自動車大国ドイツで日本の旧車は人気! 一方「日本の新車」は「安さがウリのクルマ」という扱いだった

2024.10.26 13:00
この記事をまとめると
■ドイツ国内の新車販売における日本車の割合は7.5%と非常に少ない
■低価格なモデルやスポーティなモデルはドイツ国内でも人気がある
■ドイツ国内で見かけるトヨタ・プリウスはタクシーのイメージが強い
ドイツではまだまだ日本車は珍しい存在
  日本と同じく自動車大国のドイツ。自国には世界に名立たる自動車メーカーがひしめくドイツだが、じつは欧州各国はもちろんのこと、北米、ロシアやアジアからこんなにも数多くの世界中の自動車メーカーが参入している国はないのではないか、と感じている。
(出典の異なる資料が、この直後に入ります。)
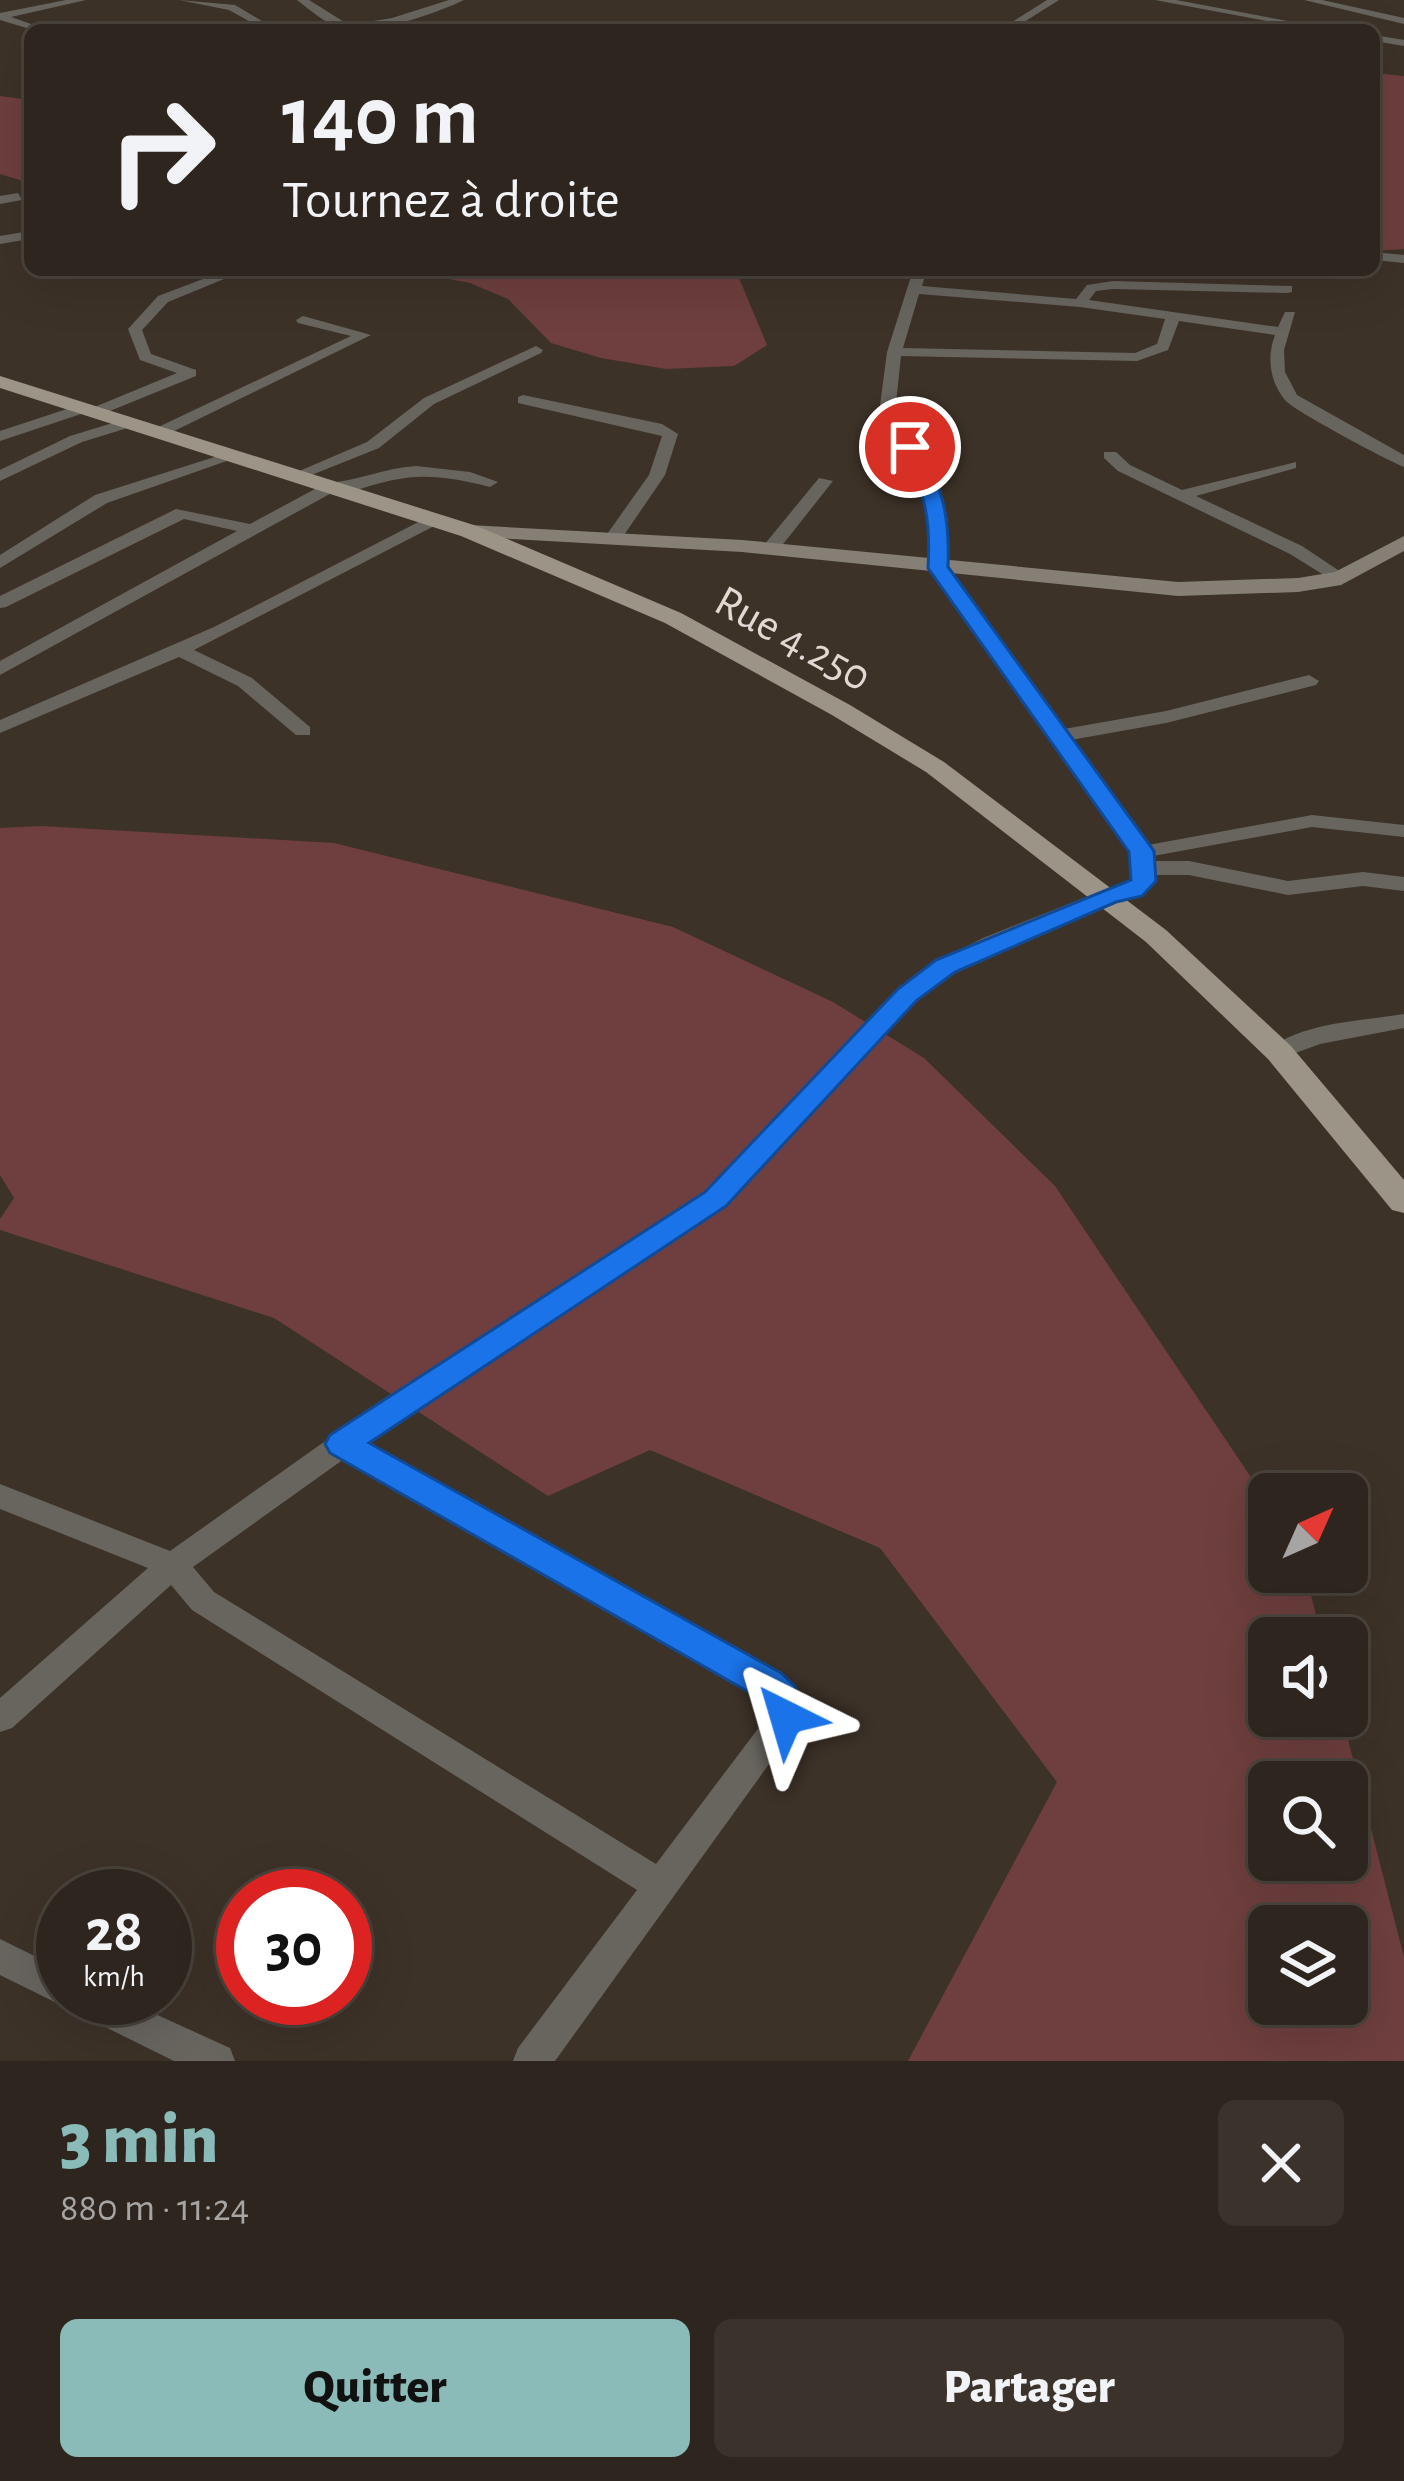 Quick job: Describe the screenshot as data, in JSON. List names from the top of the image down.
{
  "streets": {
    "main road": ["Rue 4.250"]
  },
  "north": "top right",
  "page": {
    "turn": ["140 m", "Tournez à droite"],
    "speed": "28 km/h",
    "limit": "30",
    "heading": ["3 min", "880 m · 11:24"],
    "buttons": ["Quitter", "Partager"]
  }
} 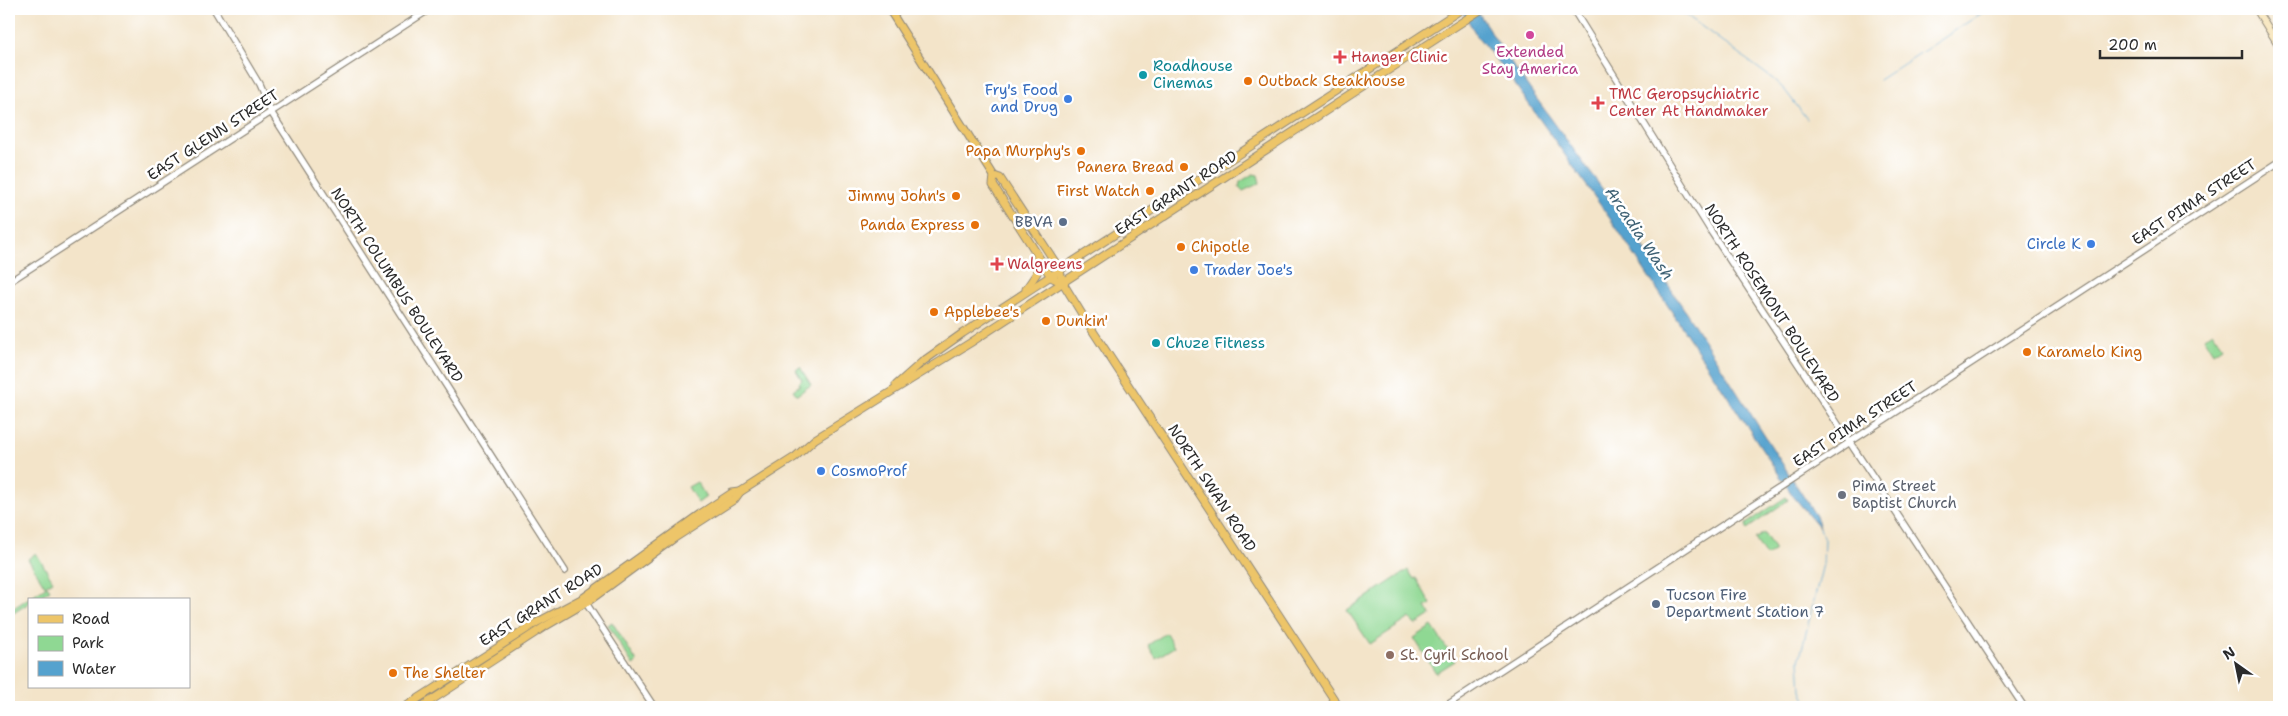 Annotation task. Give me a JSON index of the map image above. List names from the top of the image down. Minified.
{"streets":{"main road":["EAST GRANT ROAD","NORTH SWAN ROAD"],"street":["EAST GLENN STREET","EAST PIMA STREET","NORTH COLUMBUS BOULEVARD","NORTH ROSEMONT BOULEVARD"]},"crossings":[["EAST GLENN STREET","NORTH COLUMBUS BOULEVARD"],["EAST GRANT ROAD","NORTH SWAN ROAD"],["EAST PIMA STREET","NORTH ROSEMONT BOULEVARD"]],"water":["Arcadia Wash"],"places":{"other":["Extended Stay America","Roadhouse Cinemas","Outback Steakhouse","Fry's Food and Drug","Papa Murphy's","Panera Bread","First Watch","Jimmy John's","BBVA","Panda Express","Circle K","Chipotle","Trader Joe's","Applebee's","Dunkin'","Chuze Fitness","Karamelo King","CosmoProf","Pima Street Baptist Church","Tucson Fire Department Station 7","St. Cyril School","The Shelter"],"health":["Hanger Clinic","TMC Geropsychiatric Center At Handmaker","Walgreens"]},"legend":["Road","Park","Water"],"scale_bar":"200 m","north":"top left"}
ドイツで勝負を賭けるからには、相当な自信や特徴がないと厳しいということはいうまでもない。
  日本メーカーがドイツに進出したのは、1960~1970年代前半。ホンダが1961年、マツダが1969年、トヨタが1971年、日産は1974年と、各社半世紀以上の歴史と実績があり、知名度とそのクオリティは十分に周知されているといえる。
  それこそドイツ進出当時には、極東アジアからやってきた日本車は、非常に物珍しがられたのではないだろうかと想像するが、現在の日本車の立ち位置はどうだろうか? ドイツ連邦自動車局(KWA)によると、2023年にドイツで新車登録された日本車は21万2100台と発表されている。しかし、ドイツ市場に占める日本車の割合はたったの7.5%と非常に少ない。地方に行けば日本車を見かける機会は若干増えるものの、実際に日常的にドイツ国内を日本車が数多く走行しているのか、と問われれば、必ずしもそうではない。
  ドイツ人が日本車に求めるものとは、なんといっても低価格だろう。輸入関税や輸送料が含まれていることを考慮しても、御三家と比較すると車体価格はかなりお手頃な上、維持費も安いことから日本車の需要は一定数存在し続けている。
  また、日本車特有の走りが好きだという人々もおり、そのコアなファンたちに愛される日本車には定評があるのかも知れない。その代表格はマツダMX-5やホンダ・シビック タイプRなどで、最近ではGRヤリスもそのなかに加わった。
可もなく不可もなくこだわりのない人が購入しているイメージ
  とくにここ10年ほど前からドイツの若者に日本車の旧車人気がすさまじく、関連イベントは毎回かなりの大盛況で、その熱気には圧倒される。最新モデルよりも、むしろ1990年代の日本車のほうが、人気を集めているのかも知れない。
  私のまわりのドイツ人のなかに日本車オーナーは非常に少ないのだが、購入理由を聞いてみると「価格」、もしくは「親が所有していたので、子どものころからクルマといえば日本車だった」という意見が聞かれた。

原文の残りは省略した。